There are many types of meditation techniques, but nearly all of them have one instruction in common: when you discover your mind has been wandering, gently pause, observe that you have wandered, and then return to the instructions.

This act of changing direction functions as an attentional reset. It takes only a few moments, but it allows you to reset your focus, your attention, and (at least temporarily) free your mind from one task so that it can take up another.

A 15-minute meditation session might provide over a hundred opportunities for attentional resets, but you don’t need to take a 15-minute break to reset your attention. A few well-timed breaths, a short walk around your building, listening to some music, or almost any focused activity that you can give your undivided attention to, may provide a much needed reset.

I’m discovering that there is fairly large research literature on attentional resets (I’ll just call them “resets”) and I’ll try to share some of that with you. For starters, here is an article, “Hit the Reset Button in Your Brain” (D.J. Levitin, Sunday Review, NY Times, 9 Aug 2014) and two posts from this blog:

Reset with 5 Deep Breaths

Spring Break is right around the corner, and so are midterms, papers, and qualifying exams. Your chances of squeezing a meditation session into your schedule this week are probably zero, but you can still use this simple, portable, breathing technique to calm yourself down when you start to feel crazy:

1. Take a deep breath, expanding your belly. 2. Pause. 3. Exhale slowly to the count of five. 4. Repeat four times.
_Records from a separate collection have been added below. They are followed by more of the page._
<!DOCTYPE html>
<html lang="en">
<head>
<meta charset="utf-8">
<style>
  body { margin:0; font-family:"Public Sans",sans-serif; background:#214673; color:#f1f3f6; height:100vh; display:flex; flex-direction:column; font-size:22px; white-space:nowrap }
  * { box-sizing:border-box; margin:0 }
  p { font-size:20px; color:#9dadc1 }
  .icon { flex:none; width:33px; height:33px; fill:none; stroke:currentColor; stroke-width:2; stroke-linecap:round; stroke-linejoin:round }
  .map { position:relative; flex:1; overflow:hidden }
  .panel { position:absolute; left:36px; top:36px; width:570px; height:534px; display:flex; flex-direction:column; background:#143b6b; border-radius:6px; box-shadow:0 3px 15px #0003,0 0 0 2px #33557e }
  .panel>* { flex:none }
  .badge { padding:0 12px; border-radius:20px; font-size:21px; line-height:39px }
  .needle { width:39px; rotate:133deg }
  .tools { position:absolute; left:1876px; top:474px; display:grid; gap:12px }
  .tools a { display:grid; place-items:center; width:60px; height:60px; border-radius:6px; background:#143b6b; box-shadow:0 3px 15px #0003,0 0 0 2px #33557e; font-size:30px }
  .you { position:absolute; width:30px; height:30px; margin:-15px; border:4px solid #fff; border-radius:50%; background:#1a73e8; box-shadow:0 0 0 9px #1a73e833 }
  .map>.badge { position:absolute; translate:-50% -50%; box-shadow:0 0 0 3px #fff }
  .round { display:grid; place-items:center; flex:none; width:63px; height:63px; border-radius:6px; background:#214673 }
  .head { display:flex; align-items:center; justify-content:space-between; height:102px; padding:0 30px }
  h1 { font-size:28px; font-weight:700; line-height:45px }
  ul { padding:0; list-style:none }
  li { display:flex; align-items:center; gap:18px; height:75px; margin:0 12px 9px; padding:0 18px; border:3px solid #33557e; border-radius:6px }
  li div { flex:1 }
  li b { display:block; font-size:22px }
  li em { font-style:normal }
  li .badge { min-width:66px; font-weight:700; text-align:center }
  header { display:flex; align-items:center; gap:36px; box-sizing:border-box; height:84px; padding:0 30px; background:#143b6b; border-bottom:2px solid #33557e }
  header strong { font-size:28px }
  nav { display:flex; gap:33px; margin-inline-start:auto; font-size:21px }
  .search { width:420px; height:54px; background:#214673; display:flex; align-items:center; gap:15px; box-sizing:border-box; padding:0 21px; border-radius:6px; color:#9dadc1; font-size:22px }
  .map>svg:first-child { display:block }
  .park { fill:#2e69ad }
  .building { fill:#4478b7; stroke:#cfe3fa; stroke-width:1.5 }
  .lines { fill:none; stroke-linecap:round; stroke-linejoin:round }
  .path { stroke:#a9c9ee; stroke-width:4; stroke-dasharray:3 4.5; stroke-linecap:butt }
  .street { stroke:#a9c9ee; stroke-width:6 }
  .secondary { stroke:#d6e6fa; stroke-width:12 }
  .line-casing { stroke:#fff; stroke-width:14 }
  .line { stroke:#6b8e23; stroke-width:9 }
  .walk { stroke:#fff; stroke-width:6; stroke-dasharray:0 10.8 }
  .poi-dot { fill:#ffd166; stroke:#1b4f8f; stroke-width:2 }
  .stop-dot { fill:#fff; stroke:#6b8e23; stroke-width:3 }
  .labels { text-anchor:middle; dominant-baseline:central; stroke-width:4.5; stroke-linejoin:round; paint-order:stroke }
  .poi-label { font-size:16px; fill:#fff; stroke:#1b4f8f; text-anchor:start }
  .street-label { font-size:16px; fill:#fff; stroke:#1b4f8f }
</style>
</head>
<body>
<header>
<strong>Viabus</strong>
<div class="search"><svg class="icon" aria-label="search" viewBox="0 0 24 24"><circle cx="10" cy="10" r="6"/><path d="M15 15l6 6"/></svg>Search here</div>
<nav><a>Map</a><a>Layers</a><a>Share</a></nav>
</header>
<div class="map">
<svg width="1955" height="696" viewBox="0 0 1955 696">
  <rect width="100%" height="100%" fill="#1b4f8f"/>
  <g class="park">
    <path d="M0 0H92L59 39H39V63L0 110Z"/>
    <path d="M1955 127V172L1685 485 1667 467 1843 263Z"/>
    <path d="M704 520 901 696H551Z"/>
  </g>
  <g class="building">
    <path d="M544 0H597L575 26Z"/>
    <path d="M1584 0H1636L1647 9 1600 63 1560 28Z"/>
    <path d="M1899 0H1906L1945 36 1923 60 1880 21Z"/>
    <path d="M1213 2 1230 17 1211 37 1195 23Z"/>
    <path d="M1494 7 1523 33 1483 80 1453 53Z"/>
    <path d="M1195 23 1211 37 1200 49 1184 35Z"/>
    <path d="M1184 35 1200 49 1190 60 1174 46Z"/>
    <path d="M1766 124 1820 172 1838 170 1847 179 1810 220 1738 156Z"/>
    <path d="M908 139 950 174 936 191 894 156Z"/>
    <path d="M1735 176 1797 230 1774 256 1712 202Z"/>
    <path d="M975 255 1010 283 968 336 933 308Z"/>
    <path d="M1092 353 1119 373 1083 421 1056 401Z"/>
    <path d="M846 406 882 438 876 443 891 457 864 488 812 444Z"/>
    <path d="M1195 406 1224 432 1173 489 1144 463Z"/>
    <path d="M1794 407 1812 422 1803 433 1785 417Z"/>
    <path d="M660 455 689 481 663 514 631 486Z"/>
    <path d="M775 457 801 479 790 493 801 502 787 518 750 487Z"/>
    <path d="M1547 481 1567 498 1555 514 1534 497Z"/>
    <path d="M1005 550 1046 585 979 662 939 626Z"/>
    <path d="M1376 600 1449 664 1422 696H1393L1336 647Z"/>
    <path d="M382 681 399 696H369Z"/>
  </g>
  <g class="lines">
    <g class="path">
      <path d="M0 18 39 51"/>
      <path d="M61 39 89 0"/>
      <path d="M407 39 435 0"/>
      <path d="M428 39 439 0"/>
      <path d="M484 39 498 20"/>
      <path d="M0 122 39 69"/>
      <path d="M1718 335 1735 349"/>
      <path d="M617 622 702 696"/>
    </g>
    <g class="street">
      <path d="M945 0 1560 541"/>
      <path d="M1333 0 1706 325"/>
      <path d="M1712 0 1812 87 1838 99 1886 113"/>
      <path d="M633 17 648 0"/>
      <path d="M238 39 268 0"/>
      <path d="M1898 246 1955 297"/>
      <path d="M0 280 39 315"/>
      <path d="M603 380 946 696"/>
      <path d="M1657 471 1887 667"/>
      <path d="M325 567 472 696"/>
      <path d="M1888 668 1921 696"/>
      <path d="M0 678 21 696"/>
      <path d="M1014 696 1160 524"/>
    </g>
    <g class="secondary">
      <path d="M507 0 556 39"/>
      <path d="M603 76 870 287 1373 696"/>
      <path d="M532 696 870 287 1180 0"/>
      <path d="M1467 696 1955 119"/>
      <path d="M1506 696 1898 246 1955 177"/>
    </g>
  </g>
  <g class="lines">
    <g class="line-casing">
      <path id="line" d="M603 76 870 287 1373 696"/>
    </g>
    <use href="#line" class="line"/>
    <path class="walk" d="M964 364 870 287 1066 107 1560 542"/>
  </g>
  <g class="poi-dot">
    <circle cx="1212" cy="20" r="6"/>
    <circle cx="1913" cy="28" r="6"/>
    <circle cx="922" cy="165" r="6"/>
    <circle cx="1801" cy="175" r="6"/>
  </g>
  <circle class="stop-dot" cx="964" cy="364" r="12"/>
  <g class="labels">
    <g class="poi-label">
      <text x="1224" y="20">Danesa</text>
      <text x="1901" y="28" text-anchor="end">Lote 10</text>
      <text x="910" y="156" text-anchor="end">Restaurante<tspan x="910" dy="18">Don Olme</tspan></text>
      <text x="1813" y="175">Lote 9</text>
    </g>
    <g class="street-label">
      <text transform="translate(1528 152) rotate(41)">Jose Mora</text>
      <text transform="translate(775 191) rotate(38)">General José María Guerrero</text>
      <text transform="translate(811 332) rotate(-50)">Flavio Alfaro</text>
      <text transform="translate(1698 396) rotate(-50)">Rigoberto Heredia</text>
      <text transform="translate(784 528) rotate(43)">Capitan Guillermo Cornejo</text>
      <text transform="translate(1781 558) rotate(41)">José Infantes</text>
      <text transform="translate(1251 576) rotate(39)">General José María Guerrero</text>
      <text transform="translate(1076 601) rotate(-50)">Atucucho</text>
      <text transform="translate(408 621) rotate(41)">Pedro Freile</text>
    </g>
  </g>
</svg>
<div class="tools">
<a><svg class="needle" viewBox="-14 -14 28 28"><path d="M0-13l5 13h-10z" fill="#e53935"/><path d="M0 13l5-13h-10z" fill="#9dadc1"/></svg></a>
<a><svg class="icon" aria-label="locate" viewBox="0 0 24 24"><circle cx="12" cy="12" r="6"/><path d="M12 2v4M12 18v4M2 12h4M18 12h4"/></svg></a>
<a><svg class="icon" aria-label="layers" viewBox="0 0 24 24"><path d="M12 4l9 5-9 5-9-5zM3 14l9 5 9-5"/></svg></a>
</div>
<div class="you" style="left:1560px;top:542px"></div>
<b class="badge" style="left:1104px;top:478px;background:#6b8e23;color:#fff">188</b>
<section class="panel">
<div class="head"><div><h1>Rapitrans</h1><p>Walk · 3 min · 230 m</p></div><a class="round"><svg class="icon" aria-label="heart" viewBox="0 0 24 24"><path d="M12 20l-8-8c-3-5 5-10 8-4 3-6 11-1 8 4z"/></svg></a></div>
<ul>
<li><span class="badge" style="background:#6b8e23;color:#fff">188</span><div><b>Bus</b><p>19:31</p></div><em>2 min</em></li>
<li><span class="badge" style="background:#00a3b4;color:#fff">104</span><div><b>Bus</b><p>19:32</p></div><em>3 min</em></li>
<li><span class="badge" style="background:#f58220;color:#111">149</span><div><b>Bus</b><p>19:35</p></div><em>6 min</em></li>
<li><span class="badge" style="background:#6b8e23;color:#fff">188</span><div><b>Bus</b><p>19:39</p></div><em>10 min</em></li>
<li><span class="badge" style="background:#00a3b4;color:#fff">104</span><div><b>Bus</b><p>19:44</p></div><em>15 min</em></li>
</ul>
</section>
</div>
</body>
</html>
When you have a little more time, learn more about other controlled breathing tools: Unsure What To Do? Breathe. Exhale. Repeat. (A Quiet Place, 14 Nov 2016)

Did you have a summer vacation?

School starts again in a few weeks. For me that usually means going into overdrive wrapping up summer projects and putting together materials for the new year. If I haven’t found vacation time yet, it probably isn’t going to happen. At least that’s my usual pattern, but a recent NY Times op-ed by Daniel J. Levitin, author of “The Organized Mind: Thinking Straight in the Age of Information Overload,” explains why dodging vacation is a bad idea.

According to “Hit the Reset Button in Your Brain” (NY Times, Opinion, Aug. 9), there are two networks in my brain that take turns operating just like two kids going up and down on a seesaw. For my brain to be at its best, the so-called task-positive network, or central executive, needs to shut down periodically so that the task-negative network, or daydreaming mode, can have a chance to operate. More than that, I need to leave my daydreaming mode with unfettered control of my life for extended periods. Switching back and forth rapidly between the two modes just isn’t as beneficial as a good, old-fashioned, turn-the-cell/email-off vacation. Of course, what better way to take a break than sitting meditation for 30 minutes?